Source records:
_ _ _ _ _
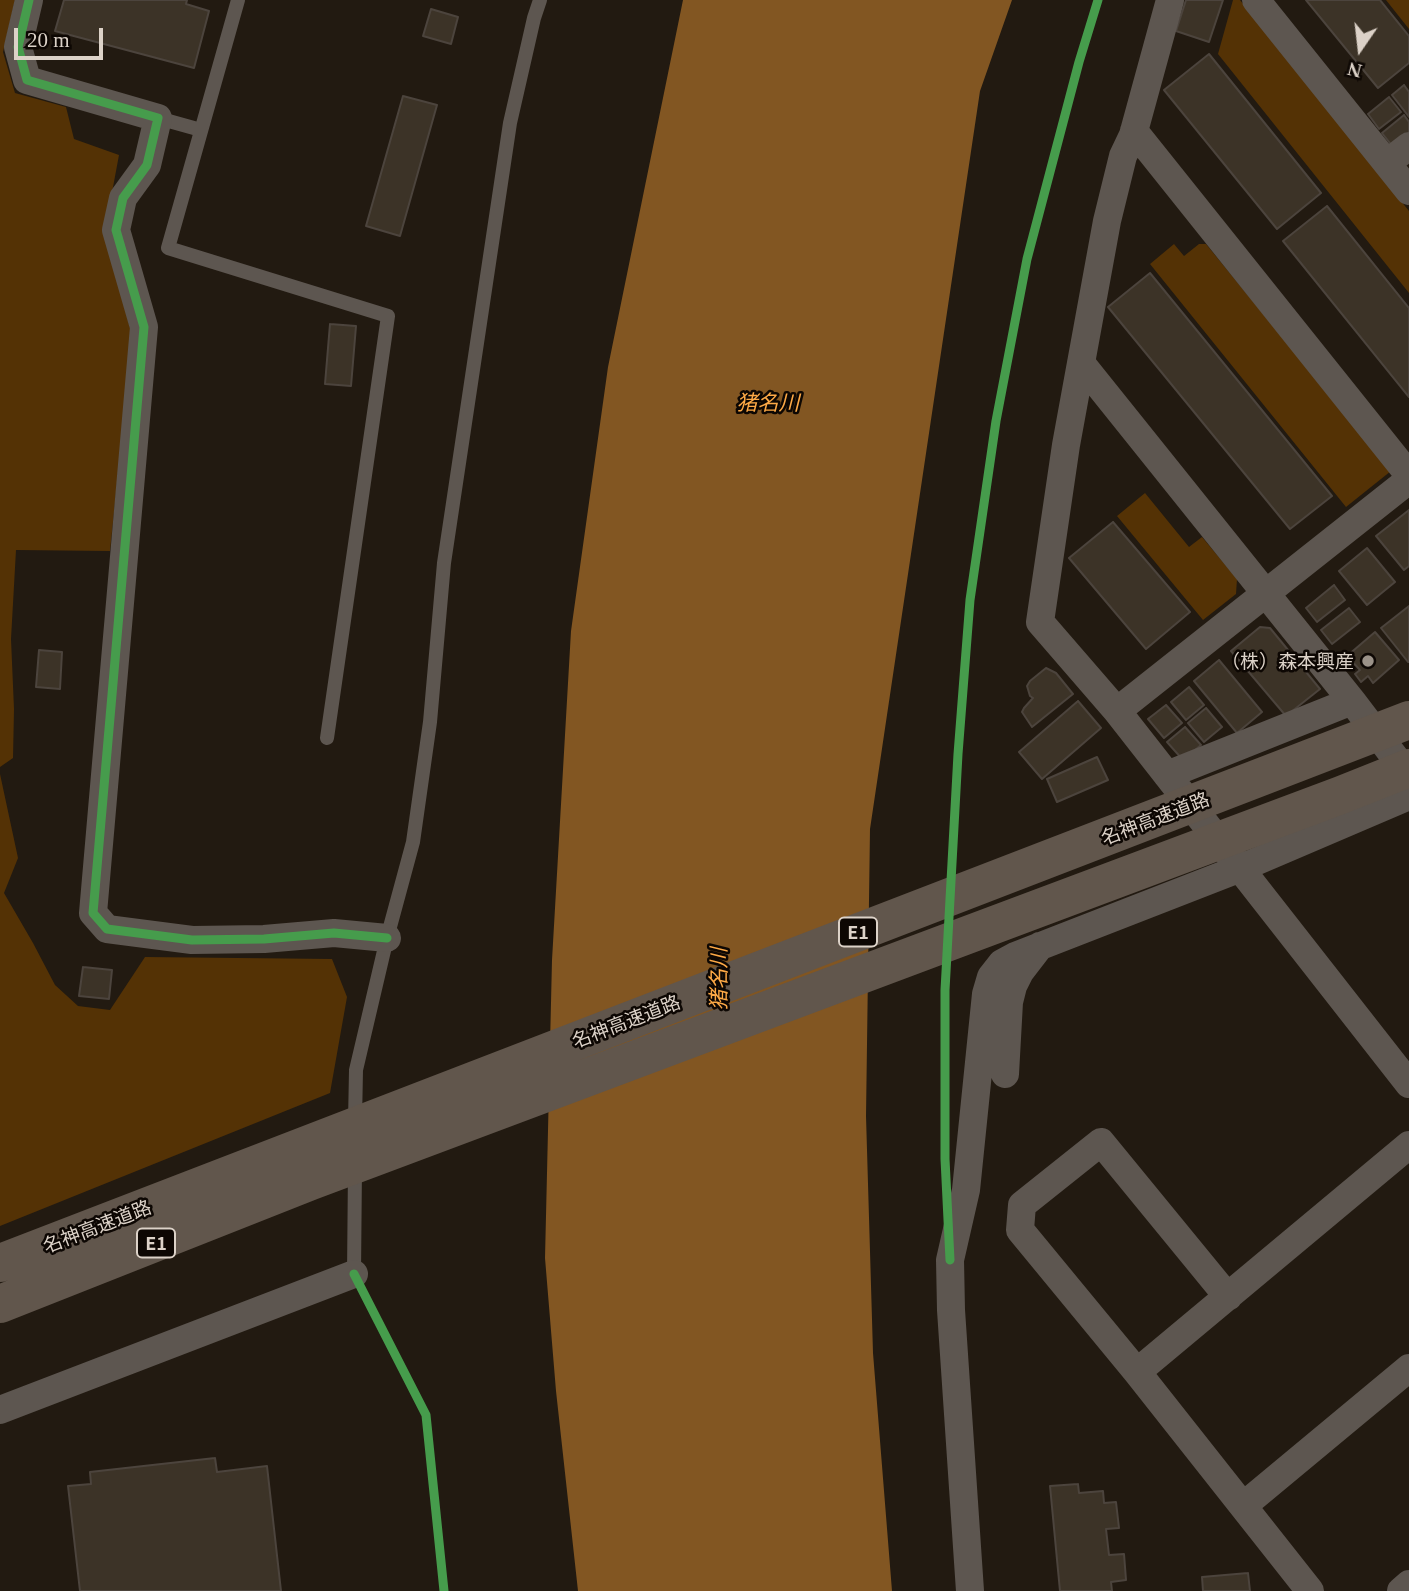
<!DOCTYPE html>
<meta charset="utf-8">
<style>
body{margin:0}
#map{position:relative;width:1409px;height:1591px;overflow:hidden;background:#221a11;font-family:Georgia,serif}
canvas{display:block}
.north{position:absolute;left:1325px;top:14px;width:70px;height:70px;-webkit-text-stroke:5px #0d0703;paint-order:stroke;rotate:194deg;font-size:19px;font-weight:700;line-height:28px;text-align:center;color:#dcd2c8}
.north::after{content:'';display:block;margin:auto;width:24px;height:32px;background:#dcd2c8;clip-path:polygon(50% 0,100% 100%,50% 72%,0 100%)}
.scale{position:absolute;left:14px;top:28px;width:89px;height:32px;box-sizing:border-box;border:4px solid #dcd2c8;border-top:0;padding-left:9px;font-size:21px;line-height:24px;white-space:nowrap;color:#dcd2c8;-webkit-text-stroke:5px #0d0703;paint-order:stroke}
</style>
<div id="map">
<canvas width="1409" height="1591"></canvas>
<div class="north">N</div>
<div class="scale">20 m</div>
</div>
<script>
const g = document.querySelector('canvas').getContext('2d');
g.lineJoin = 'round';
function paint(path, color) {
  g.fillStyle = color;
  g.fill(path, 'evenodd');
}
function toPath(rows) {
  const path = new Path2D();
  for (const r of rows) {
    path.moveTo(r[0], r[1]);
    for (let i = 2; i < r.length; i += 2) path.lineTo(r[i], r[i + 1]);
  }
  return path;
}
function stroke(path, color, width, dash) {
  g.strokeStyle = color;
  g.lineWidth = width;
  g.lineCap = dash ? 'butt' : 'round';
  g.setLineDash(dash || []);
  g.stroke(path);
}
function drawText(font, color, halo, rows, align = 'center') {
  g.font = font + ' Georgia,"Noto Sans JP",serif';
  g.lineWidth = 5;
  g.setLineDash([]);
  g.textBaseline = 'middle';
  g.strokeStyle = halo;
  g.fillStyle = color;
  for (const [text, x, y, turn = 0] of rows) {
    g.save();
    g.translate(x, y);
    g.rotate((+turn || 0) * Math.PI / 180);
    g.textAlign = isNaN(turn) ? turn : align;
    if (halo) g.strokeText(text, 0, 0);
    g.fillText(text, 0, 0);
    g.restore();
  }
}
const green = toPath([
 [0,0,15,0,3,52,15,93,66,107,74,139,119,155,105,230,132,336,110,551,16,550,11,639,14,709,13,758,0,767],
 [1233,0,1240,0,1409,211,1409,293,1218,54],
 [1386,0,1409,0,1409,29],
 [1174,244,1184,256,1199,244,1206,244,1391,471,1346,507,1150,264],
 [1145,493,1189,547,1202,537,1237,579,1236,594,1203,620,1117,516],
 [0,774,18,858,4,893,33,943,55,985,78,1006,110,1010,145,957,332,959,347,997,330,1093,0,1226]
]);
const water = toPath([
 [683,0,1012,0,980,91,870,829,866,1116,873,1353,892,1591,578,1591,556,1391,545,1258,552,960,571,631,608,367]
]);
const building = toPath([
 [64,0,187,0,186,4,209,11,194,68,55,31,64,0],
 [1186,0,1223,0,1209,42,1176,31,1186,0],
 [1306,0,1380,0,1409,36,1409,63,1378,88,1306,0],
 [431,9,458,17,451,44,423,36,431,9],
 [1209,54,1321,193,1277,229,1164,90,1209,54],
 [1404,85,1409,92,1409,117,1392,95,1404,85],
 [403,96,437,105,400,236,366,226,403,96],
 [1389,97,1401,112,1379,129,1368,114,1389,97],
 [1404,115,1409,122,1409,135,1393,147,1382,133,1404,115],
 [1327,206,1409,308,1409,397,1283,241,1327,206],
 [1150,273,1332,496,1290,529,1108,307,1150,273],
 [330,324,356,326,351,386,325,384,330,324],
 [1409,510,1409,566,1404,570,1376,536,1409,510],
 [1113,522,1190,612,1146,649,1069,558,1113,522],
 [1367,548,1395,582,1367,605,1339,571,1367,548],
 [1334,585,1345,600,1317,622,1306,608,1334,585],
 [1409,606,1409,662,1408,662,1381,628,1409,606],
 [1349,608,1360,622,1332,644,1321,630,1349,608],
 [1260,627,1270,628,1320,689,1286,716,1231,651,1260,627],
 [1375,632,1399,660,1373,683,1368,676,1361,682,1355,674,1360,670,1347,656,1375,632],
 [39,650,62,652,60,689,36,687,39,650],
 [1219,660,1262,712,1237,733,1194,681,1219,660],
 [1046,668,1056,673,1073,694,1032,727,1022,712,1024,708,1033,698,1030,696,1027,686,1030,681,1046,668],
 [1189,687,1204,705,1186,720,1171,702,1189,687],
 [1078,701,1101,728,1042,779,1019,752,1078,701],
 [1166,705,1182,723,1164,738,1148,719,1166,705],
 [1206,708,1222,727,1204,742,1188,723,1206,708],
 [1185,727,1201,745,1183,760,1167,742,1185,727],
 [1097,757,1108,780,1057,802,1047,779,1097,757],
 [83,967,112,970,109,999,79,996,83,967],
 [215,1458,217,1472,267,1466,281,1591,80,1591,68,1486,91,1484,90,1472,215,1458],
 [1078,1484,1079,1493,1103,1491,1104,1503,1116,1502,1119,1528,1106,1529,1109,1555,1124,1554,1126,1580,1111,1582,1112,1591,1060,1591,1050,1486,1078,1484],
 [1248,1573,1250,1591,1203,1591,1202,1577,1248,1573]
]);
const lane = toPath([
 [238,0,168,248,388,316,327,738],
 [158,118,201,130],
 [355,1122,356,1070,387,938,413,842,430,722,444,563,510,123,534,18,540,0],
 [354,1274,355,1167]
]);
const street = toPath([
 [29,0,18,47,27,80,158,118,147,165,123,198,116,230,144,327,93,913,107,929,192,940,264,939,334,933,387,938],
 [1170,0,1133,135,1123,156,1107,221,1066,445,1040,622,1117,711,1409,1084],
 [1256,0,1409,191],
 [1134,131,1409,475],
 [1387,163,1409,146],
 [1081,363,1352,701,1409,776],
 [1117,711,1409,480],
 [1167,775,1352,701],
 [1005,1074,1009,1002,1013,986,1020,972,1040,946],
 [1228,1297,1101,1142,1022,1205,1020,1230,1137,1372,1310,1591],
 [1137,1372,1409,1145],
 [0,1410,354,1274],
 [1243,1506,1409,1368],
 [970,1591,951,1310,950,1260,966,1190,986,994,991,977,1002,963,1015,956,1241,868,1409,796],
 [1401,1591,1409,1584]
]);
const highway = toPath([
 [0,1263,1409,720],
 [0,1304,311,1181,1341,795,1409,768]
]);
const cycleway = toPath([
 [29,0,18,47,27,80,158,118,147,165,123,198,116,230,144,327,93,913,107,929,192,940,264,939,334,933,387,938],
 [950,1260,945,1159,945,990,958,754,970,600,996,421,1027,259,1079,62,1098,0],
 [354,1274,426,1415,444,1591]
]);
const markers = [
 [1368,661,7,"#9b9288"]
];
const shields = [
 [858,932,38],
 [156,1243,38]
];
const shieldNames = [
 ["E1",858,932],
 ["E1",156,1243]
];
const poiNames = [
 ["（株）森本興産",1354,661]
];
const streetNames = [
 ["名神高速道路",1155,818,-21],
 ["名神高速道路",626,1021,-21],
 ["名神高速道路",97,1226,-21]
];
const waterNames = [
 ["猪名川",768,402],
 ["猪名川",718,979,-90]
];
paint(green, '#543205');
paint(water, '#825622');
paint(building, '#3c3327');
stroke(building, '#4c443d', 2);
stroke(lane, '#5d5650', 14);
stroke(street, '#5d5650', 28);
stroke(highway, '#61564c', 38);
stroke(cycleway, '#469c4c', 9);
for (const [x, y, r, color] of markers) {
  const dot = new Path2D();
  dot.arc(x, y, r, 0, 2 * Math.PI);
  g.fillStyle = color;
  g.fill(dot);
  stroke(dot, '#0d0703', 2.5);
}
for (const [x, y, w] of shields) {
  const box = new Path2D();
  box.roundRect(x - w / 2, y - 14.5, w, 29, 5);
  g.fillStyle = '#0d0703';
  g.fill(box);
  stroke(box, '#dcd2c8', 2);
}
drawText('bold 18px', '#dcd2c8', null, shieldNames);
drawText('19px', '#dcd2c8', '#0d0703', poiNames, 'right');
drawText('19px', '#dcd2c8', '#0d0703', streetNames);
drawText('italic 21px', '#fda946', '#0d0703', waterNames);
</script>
_ _ _ _ _
# Problem statement
From the opening line of the entries, copy each line exactly until the line with "g.strokeStyle = halo;", which is copied as well; leave out pictures.

# Written answer
<!DOCTYPE html>
<meta charset="utf-8">
<style>
body{margin:0}
#map{position:relative;width:1409px;height:1591px;overflow:hidden;background:#221a11;font-family:Georgia,serif}
canvas{display:block}
.north{position:absolute;left:1325px;top:14px;width:70px;height:70px;-webkit-text-stroke:5px #0d0703;paint-order:stroke;rotate:194deg;font-size:19px;font-weight:700;line-height:28px;text-align:center;color:#dcd2c8}
.north::after{content:'';display:block;margin:auto;width:24px;height:32px;background:#dcd2c8;clip-path:polygon(50% 0,100% 100%,50% 72%,0 100%)}
.scale{position:absolute;left:14px;top:28px;width:89px;height:32px;box-sizing:border-box;border:4px solid #dcd2c8;border-top:0;padding-left:9px;font-size:21px;line-height:24px;white-space:nowrap;color:#dcd2c8;-webkit-text-stroke:5px #0d0703;paint-order:stroke}
</style>
<div id="map">
<canvas width="1409" height="1591"></canvas>
<div class="north">N</div>
<div class="scale">20 m</div>
</div>
<script>
const g = document.querySelector('canvas').getContext('2d');
g.lineJoin = 'round';
function paint(path, color) {
  g.fillStyle = color;
  g.fill(path, 'evenodd');
}
function toPath(rows) {
  const path = new Path2D();
  for (const r of rows) {
    path.moveTo(r[0], r[1]);
    for (let i = 2; i < r.length; i += 2) path.lineTo(r[i], r[i + 1]);
  }
  return path;
}
function stroke(path, color, width, dash) {
  g.strokeStyle = color;
  g.lineWidth = width;
  g.lineCap = dash ? 'butt' : 'round';
  g.setLineDash(dash || []);
  g.stroke(path);
}
function drawText(font, color, halo, rows, align = 'center') {
  g.font = font + ' Georgia,"Noto Sans JP",serif';
  g.lineWidth = 5;
  g.setLineDash([]);
  g.textBaseline = 'middle';
  g.strokeStyle = halo;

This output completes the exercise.